May 15, 1992|ROBERT W. STEWART | TIMES STAFF WRITER

HOUSTON — The stranded communications satellite rescued by three shuttle astronauts blasted toward its proper orbit Thursday, ending a dramatic effort that in the words of NASA's top official "brought the magic back to our space program."

The 23,000-pound rocket motor clamped to the marooned Intelsat 6 by the crew of space shuttle Endeavour fired flawlessly at 10:25 a.m. PDT while both were orbiting about 230 miles over Africa, said a spokesman for the International Telecommunications Satellite Organization. The 122-nation consortium, based in Washington, owns and operates the $150-million satellite.

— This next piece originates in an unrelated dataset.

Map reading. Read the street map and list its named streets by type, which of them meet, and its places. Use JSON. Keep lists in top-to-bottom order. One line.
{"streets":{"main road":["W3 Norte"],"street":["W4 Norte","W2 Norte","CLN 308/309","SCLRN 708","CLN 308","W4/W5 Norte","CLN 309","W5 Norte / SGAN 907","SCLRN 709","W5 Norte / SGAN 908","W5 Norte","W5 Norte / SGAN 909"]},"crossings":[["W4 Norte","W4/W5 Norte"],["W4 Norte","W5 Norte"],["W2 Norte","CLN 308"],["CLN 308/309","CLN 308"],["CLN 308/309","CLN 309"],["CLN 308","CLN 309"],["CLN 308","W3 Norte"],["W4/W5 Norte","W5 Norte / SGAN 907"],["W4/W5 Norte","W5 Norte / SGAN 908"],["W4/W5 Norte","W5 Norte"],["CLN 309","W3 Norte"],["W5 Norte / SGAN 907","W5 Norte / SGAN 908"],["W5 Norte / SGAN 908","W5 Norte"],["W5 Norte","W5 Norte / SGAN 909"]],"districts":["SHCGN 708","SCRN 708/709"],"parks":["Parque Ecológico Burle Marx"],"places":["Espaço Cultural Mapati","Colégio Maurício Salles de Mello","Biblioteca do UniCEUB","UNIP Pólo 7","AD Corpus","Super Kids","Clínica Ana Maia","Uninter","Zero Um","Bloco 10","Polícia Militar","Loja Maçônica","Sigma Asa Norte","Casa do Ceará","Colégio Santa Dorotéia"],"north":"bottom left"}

The reboost capped a dramatic, four-day rescue effort in which astronauts were forced to discard a specially designed, $7-million tool that failed to snag the errant satellite, and instead literally reached up and grabbed the Intelsat with their gloved hands.

Wednesday's 8-hour, 29-minute spacewalk, which includes the time astronauts spent in the shuttle airlock, was the longest in the history of the American space program.

"It was a wonderful feat," said Daniel S. Goldin, the new administrator of the National Aeronautics and Space Administration. The successful rescue, Goldin argued, is an endorsement of the nation's manned space program, which has come under attack by some in Congress because of its expense. The planned space station Freedom, for example, is expected to cost between $30 billion and $40 billion through the end of the decade.

In the last planned spacewalk of the mission Thursday, Air Force Lt. Col. Thomas D. Akers, 40, and physicist Kathryn C. Thornton, 39--only the second American woman to walk in space--ventured out of the shuttle at 2:07 p.m. PDT to practice techniques that will be used in building the space station.

Their task was to assemble a package of struts, some of which were used in Wednesday's satellite rescue, into a pyramid-like structure secured in the shuttle's open cargo bay. The structure then was lifted high over the bay by the shuttle's 50-foot robot arm.

After snagging Intelsat 6 Wednesday and attaching the new booster rocket, the shuttle crew released the satellite, which was allowed to drift away. The two were more than 400 miles apart by the time Intelsat 6's rocket motor was fired Thursday. After the fiery reboost, which was visible from the shuttle, the motor separated from the satellite at 11:51 a.m. PDT, and Intelsat 6 streaked into a temporary elliptical orbit that will take it as far as 45,000 nautical miles from the Earth. By next Wednesday, the satellite is expected to settle into its stationary, geosynchronous orbit 22,300 nautical miles over the Atlantic Ocean.

When it begins operating in mid-July, the satellite will be able to simultaneously transmit 120,000 telephone calls and three television feeds. It is expected to earn more than $750 million for Intelsat over its 10-year life.

Goldin offered lavish praise for the Intelsat rescue.

"What we have done," Goldin said, "is demonstrate that humans can and should operate in space." He spoke of "brilliance of the human mind, that's able to adapt and react and do the things that machines just can't do."

"In front of the eyes of the world, they performed the impossible. . . . Yesterday brought the magic back to our space program."

At Intelsat headquarters, consortium Vice President Pierre Madon said: "Clearly, this is a magnificent day for both Intelsat and NASA. . . . I offer my hearty congratulations to the crew of Endeavour and NASA for a job well done."

Even as Goldin was congratulating the seven Endeavour astronauts and flight controllers at the Johnson Space Center for the rescue, NASA engineers were searching for lessons in the trouble-plagued mission, which is to end Saturday with a scheduled 1:57 p.m. PDT landing at Edwards Air Force Base in California.

"One of the preliminary factors we're learning about is how to do better simulations on the ground," Goldin said Thursday.